== Segment start ==
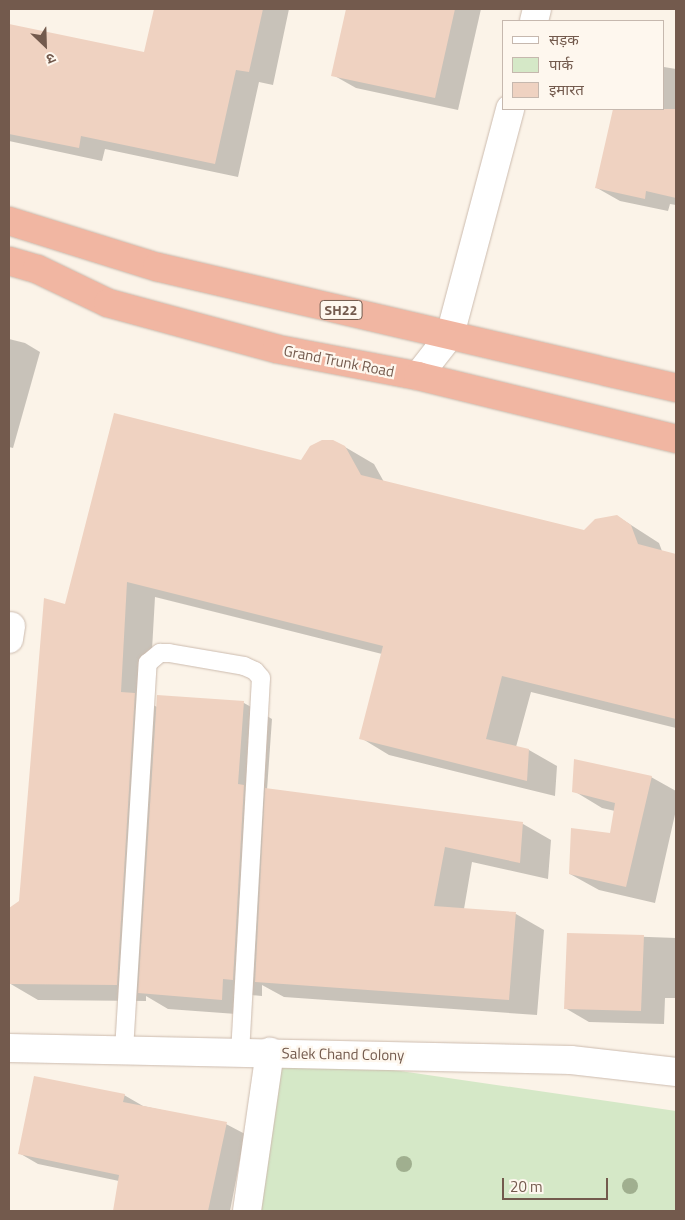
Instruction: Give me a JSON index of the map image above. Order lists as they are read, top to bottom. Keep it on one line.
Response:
{"streets":{"highway":["SH22","Grand Trunk Road"],"street":["Salek Chand Colony"]},"legend":["सड़क","पार्क","इमारत"],"scale_bar":"20 m","north":"bottom right"}
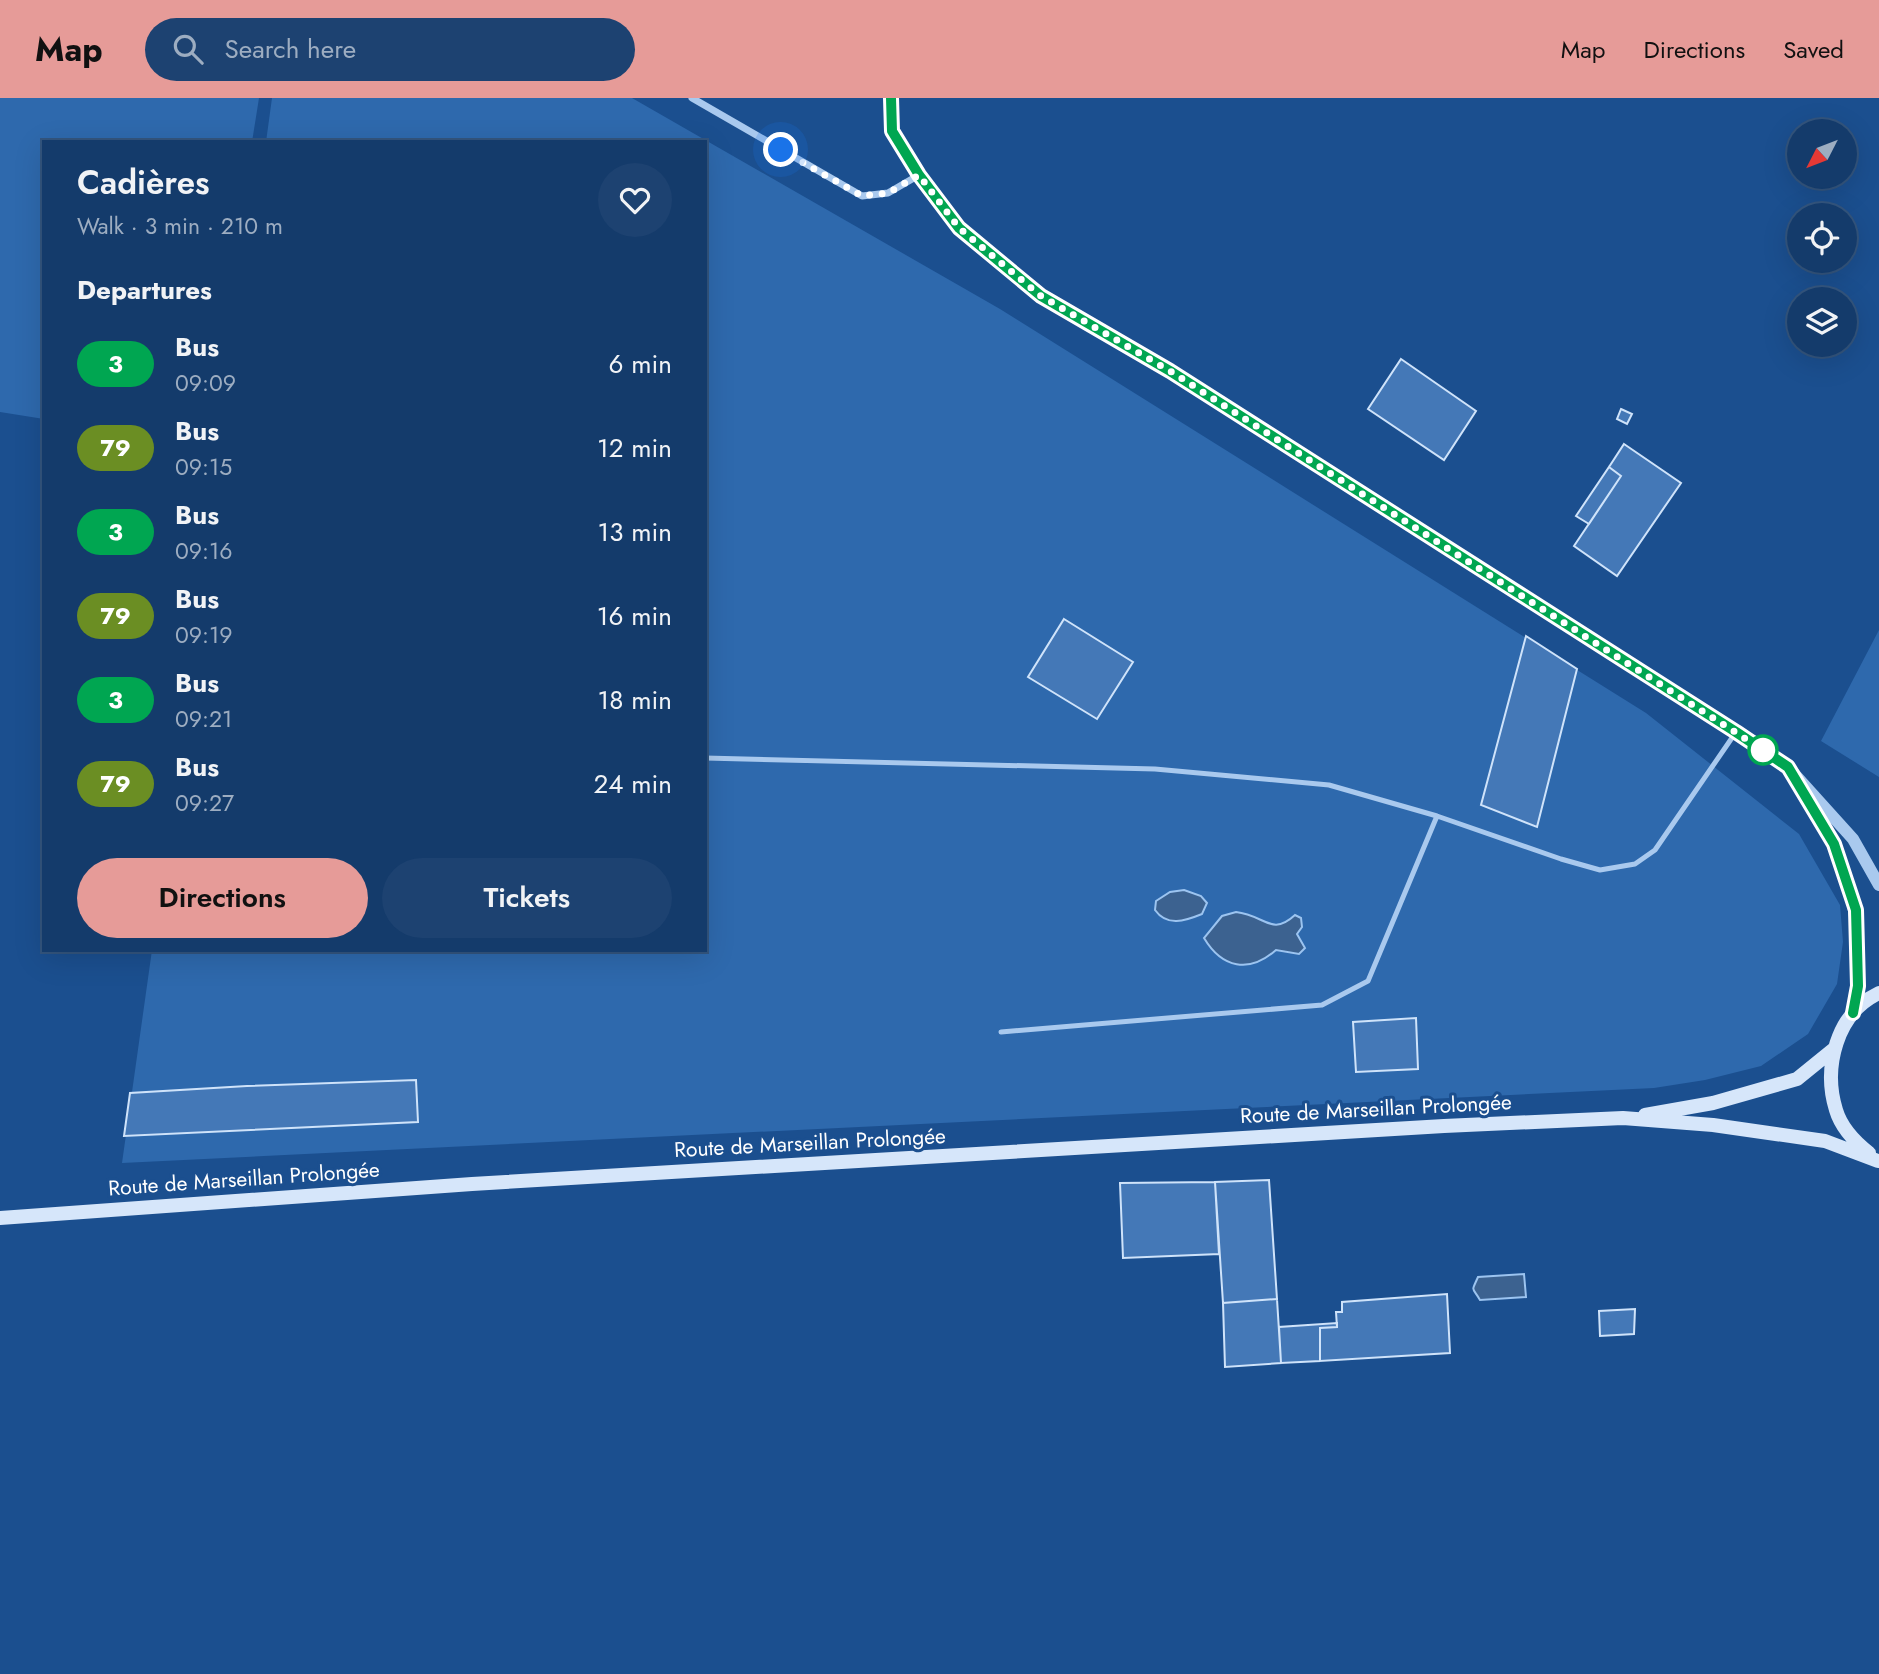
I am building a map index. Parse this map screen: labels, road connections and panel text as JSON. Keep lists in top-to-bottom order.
{
  "streets": {
    "main road": ["Route de Marseillan Prolongée"]
  },
  "lines": ["bus line 3"],
  "north": "bottom left",
  "page": {
    "header": "Map",
    "search": "Search here",
    "nav": ["Map", "Directions", "Saved"],
    "heading": [
      ["Cadières", "Walk · 3 min · 210 m"],
      "Departures"
    ],
    "list": [
      {
        "mark": "3",
        "name": "Bus",
        "note": "09:09",
        "value": "6 min"
      },
      {
        "mark": "79",
        "name": "Bus",
        "note": "09:15",
        "value": "12 min"
      },
      {
        "mark": "3",
        "name": "Bus",
        "note": "09:16",
        "value": "13 min"
      },
      {
        "mark": "79",
        "name": "Bus",
        "note": "09:19",
        "value": "16 min"
      },
      {
        "mark": "3",
        "name": "Bus",
        "note": "09:21",
        "value": "18 min"
      },
      {
        "mark": "79",
        "name": "Bus",
        "note": "09:27",
        "value": "24 min"
      }
    ],
    "buttons": ["Directions", "Tickets"]
  }
}
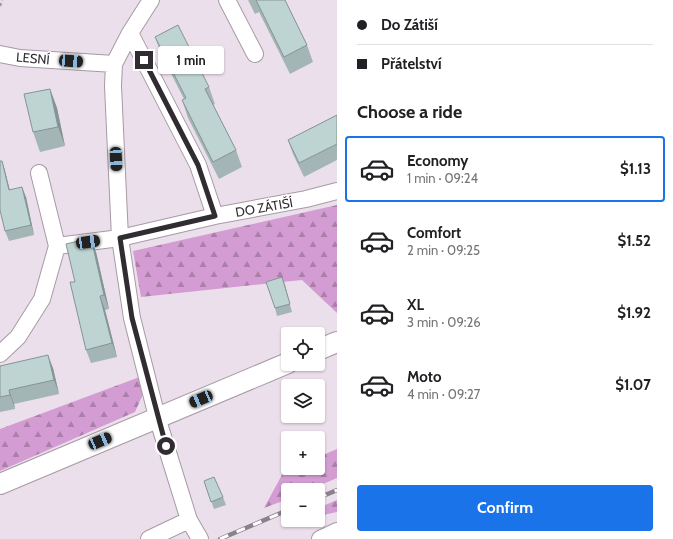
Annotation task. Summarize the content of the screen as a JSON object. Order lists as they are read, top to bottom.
{
  "streets": {
    "street": ["LESNÍ", "DO ZÁTIŠÍ"]
  },
  "page": {
    "banner": ["Do Zátiší", "Přátelství"],
    "bubble": "1 min",
    "heading": "Choose a ride",
    "list": [
      {
        "name": "Economy",
        "note": "1 min · 09:24",
        "value": "$1.13"
      },
      {
        "name": "Comfort",
        "note": "2 min · 09:25",
        "value": "$1.52"
      },
      {
        "name": "XL",
        "note": "3 min · 09:26",
        "value": "$1.92"
      },
      {
        "name": "Moto",
        "note": "4 min · 09:27",
        "value": "$1.07"
      }
    ],
    "map_buttons": ["+", "−"],
    "buttons": "Confirm"
  }
}
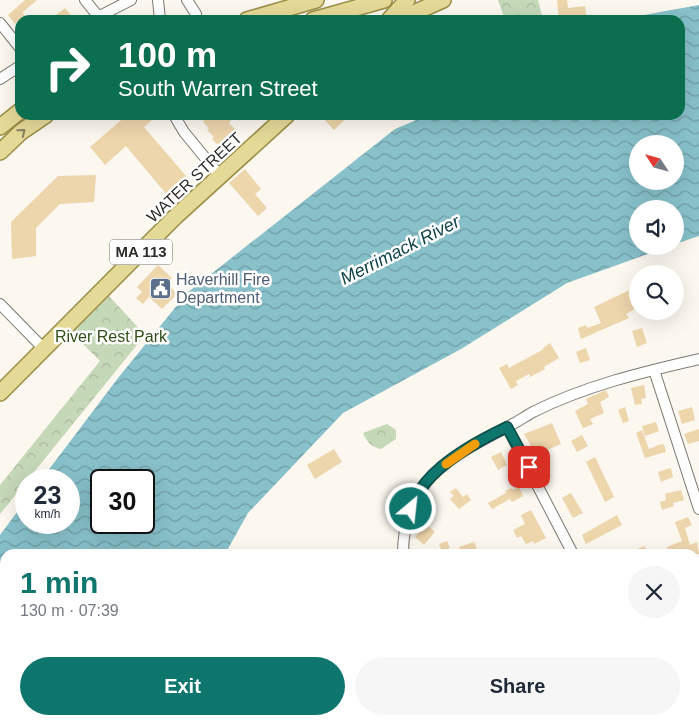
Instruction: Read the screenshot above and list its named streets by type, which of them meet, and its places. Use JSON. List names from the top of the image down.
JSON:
{
  "streets": {
    "main road": ["WATER STREET", "MA 113"]
  },
  "water": ["Merrimack River"],
  "parks": ["River Rest Park"],
  "places": {
    "public building": ["Haverhill Fire Department"]
  },
  "north": "top left",
  "page": {
    "turn": ["100 m", "South Warren Street"],
    "speed": "23 km/h",
    "limit": "30",
    "heading": ["1 min", "130 m · 07:39"],
    "buttons": ["Exit", "Share"]
  }
}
== Segment end ==
| PROBLEM REQUIREMENTS |
Read through the data and copy every line where "above" shows up.

| COMPLETED EXERCISE |
Instruction: Give me a JSON index of the map image above. Order lists as they are read, top to bottom. Keep it on one line.
Instruction: Read the screenshot above and list its named streets by type, which of them meet, and its places. Use JSON. List names from the top of the image down.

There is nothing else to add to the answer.